题目如下：

In a list of songs, the i-th song has a duration of time[i] seconds.

Return the number of pairs of songs for which their total duration in seconds is divisible by 60.  Formally, we want the number of indices i < j with (time[i] + time[j]) % 60 == 0.

Example 1:

Input: [30,20,150,100,40]

Output: 3

Explanation: Three pairs have a total duration divisible by 60:

(time[0] = 30, time[2] = 150): total duration 180

(time[1] = 20, time[3] = 100): total duration 120

(time[1] = 20, time[4] = 40): total duration 60

Example 2:

Input: [60,60,60]

Output: 3

Explanation: All three pairs have a total duration of 120, which is divisible by 60.

Note:

1. 1 <= time.length <= 60000
2. 1 <= time[i] <= 500

解题思路：遍历Input并对其中每个元素与60取模，以余数为key值存入字典dic中，字典的value也key值作为余数出现的次数。

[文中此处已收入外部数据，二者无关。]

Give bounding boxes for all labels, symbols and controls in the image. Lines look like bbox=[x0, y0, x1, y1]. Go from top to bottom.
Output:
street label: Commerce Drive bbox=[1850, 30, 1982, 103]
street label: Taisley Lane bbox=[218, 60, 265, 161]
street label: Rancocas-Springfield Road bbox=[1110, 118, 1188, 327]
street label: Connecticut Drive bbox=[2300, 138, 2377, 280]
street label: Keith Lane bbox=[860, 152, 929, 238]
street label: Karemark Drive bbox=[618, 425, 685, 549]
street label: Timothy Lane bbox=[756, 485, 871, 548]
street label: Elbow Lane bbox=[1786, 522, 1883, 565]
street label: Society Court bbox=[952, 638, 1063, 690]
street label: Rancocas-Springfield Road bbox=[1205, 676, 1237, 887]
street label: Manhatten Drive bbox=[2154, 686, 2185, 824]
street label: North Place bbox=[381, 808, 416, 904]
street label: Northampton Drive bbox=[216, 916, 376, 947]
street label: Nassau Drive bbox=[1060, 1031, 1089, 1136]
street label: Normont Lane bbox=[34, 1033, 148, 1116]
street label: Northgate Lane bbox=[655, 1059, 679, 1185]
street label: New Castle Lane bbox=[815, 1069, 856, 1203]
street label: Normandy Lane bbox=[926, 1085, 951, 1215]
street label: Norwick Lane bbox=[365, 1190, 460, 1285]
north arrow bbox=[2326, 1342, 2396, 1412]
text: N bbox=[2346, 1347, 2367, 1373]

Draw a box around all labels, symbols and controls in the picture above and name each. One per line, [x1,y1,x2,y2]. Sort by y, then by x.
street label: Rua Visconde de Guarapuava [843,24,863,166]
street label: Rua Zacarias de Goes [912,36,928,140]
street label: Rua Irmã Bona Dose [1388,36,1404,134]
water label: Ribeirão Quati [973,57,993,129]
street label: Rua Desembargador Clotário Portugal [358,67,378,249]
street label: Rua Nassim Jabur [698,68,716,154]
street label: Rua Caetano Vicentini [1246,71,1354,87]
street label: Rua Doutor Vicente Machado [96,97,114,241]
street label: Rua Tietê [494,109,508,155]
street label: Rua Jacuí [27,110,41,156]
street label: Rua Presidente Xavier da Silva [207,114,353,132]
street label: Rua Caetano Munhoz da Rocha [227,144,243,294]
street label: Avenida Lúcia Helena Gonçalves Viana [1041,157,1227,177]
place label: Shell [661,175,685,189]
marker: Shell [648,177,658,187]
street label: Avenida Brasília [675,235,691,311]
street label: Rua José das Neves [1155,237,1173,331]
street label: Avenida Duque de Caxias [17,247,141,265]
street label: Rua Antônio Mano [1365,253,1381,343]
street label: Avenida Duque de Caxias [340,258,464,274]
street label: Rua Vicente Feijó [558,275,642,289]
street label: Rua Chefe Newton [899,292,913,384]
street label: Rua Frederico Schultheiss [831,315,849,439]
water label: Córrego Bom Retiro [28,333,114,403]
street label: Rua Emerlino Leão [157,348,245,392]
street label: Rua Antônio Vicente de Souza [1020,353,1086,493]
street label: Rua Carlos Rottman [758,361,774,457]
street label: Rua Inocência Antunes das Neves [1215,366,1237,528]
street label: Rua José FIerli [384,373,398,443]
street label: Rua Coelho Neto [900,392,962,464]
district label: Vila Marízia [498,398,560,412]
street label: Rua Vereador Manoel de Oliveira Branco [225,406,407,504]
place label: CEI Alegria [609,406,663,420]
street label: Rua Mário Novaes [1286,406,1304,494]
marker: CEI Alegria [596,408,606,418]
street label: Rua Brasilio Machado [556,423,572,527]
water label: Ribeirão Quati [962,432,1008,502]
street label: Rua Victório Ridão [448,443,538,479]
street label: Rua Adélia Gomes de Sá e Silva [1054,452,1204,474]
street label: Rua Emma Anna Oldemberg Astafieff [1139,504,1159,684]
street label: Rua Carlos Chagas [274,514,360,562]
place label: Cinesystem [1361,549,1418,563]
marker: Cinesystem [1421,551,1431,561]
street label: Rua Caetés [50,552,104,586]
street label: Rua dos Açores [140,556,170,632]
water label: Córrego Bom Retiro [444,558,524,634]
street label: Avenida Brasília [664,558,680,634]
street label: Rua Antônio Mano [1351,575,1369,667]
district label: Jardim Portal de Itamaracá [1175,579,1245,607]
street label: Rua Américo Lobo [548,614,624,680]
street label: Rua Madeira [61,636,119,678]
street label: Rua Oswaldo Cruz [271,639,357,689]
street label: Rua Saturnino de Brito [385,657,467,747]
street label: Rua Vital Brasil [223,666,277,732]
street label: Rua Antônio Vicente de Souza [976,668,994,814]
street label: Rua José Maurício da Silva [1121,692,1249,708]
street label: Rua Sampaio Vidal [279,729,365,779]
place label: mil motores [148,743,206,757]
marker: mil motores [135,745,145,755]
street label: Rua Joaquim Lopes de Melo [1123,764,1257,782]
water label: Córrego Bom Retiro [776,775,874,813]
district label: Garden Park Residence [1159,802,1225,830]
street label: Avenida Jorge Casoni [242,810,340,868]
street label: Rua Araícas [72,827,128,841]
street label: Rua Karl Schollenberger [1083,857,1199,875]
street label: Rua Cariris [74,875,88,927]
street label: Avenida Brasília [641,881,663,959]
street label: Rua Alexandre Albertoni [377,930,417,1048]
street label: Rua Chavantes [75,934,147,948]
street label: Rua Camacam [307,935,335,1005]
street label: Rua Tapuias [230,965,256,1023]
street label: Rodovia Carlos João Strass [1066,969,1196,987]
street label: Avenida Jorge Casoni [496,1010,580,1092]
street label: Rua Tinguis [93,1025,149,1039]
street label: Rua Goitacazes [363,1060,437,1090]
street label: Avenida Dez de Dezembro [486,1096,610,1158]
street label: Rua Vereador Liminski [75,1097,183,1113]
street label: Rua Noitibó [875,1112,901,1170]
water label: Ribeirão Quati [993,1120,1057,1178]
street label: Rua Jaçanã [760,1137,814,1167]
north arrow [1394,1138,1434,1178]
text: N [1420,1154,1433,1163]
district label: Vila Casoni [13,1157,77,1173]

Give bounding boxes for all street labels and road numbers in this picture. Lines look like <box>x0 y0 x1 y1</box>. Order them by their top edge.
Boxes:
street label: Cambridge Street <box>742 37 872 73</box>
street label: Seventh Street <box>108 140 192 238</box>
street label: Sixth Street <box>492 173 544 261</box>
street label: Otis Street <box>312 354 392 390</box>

接下来再遍历一次Input，求出元素与60取模后的余数，再求出60减去余数的差值，字典dic[差值]所对应的值即为这个元素可以与数组中多少个元素的和能被60整除。

代码如下：

class Solution(object):

    def numPairsDivisibleBy60(self, time):

        """

        :type time: List[int]

        :rtype: int

        """

        dic = {}

        for i in time:

            v = i % 60

            dic[v] = dic.setdefault(v,0) + 1

        res = 0

        for i in time:

            v = i % 60

            dic[v] -= 1

            key = 60 -v if v != 0 else 0

            if key in dic:

                res += dic[key]

        return res